Impulse racing: take the pilots out and solar-powered aircraft get really exciting

From Abu Dhabi, Solar Impulse 2 will travel east to India, China, and across the Pacific. Solar Impulse

An aircraft with a 72-metre wing-span – larger than a Boeing 747 – yet weighing only 2.3 tonnes, the Solar Impulse 2 has set off from Abu Dhabi on an attempt to circumnavigate the globe powered only by the sun.


If the Swiss pilot-entrepreneurs Bertrand Piccard and André Borschberg, who take turns to fly the single-seat aircraft, achieve their objective it will be a remarkable achievement and demonstration of the possibilities of solar power.


A solar-powered aircraft is a huge challenge for which the aircraft’s design must be finely honed by the two key requirements of efficiency and mass. The aircraft is powered by 17,000 solar panels fitted to the wing’s upper surface which charge lithium-ion batteries in order to provide power to the four electric motors driving four-metre propellers.


Set a course for maximum efficiency


While the aircraft’s batteries will be fully charged at take-off, it’s essential that the solar panels can continuously provide the energy required to keep the aircraft airborne. This is complicated as the amount of energy that the panels can convert is dependent on the weather conditions, the angle of the sun in the sky, and of course whether it’s day or night. So with ideal conditions the solar panels must generate an energy surplus in order power the aircraft and keep the batteries charged in order to keep the aircraft airborne during less ideal conditions or nighttime hours.
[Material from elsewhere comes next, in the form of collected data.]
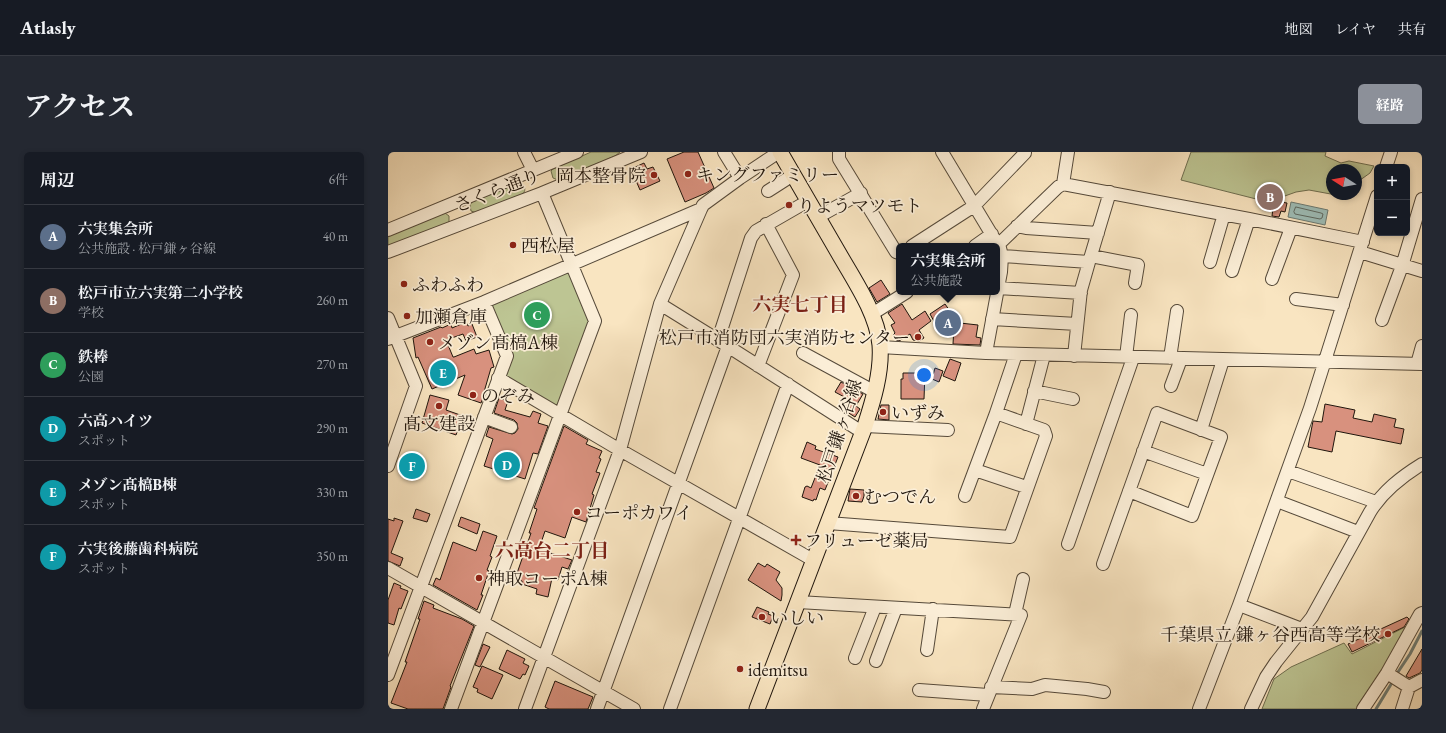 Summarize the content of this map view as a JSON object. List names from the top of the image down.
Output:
{
  "streets": {
    "main road": ["松戸鎌ヶ谷線"],
    "street": ["さくら通り"]
  },
  "districts": ["六実七丁目", "六高台二丁目"],
  "places": {
    "other": [
      "キングファミリー",
      "岡本整骨院",
      "りようマツモト",
      "西松屋",
      "ふわふわ",
      "加瀬倉庫",
      "松戸市消防団六実消防センター",
      "メゾン髙槁A棟",
      "のぞみ",
      "髙文建設",
      "いずみ",
      "むつでん",
      "コーポカワイ",
      "神取コーポA棟",
      "いしい",
      "千葉県立 鎌ヶ谷西高等学校",
      "idemitsu"
    ],
    "health": ["フリューゼ薬局"]
  },
  "north": "left",
  "page": {
    "header": "Atlasly",
    "nav": ["地図", "レイヤ", "共有"],
    "title": "アクセス",
    "buttons": "経路",
    "heading": ["周辺", "6件"],
    "map_buttons": ["+", "−"],
    "pins": [
      "B",
      "C",
      "A",
      "E",
      "D",
      "F"
    ],
    "list": [
      {
        "mark": "A",
        "name": "六実集会所",
        "note": "公共施設 · 松戸鎌ヶ谷線",
        "value": "40 m"
      },
      {
        "mark": "B",
        "name": "松戸市立六実第二小学校",
        "note": "学校",
        "value": "260 m"
      },
      {
        "mark": "C",
        "name": "鉄棒",
        "note": "公園",
        "value": "270 m"
      },
      {
        "mark": "D",
        "name": "六高ハイツ",
        "note": "スポット",
        "value": "290 m"
      },
      {
        "mark": "E",
        "name": "メゾン髙槁B棟",
        "note": "スポット",
        "value": "330 m"
      },
      {
        "mark": "F",
        "name": "六実後藤歯科病院",
        "note": "スポット",
        "value": "350 m"
      }
    ],
    "popup": ["六実集会所", "公共施設"]
  }
}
Simply put, Without direct sunlight to provide energy, the system has to be tuned for maximum energy conservation in order not to fall out of the sky.


Efficiency is therefore critical in ensuring that the aircraft can eke out every joule of stored energy: components such as the electric motors, at the heart of the system, must be extremely efficient, so that no watt of power is wasted. This can be achieved by selecting an optimum motor design built with the best materials. Key materials include very powerful permanent magnets, which enable the motor to produce the torque it needs to turn. Also the specialist electrical steels that form the core of the motor which are extremely thin and offer very low electrical losses.


Weight loss for aircraft


It also tends to be the case that a heavy electric motor is the most efficient – so weight management is a real problem for a project such as this. Every kilogramme of mass added to a motor must be carried into the air by the airframe. To carry a larger mass the airframe must be heavier and more sturdy which in turn means that the greater overall weight requires more energy to get airborne, demanding larger batteries which add additional weight – an unsustainable increasing spiral.


However, this can be made to work. Perhaps the most impressive example of this technology to date is the Zephyr solar-powered aircraft, developed by UK firm QinetiQ. Powered by motors developed at Newcastle University, in 2010 the pilotless Zephyr broke the record for the longest ever sustained flight of any aircraft, spending two weeks in the air.


Aircraft not just for travel


Zephyr was never designed to carry a pilot, but instead act as a replacement for satellites. Fleets of aircraft such as these could stay aloft indefinitely at altitudes of 50,000-70,000ft, beyond the reach of commercial airliners. They could offer all the communications and relay services currently provided by satellites but at a fraction of the cost required to build a space-worthy vehicle and carry it into orbit.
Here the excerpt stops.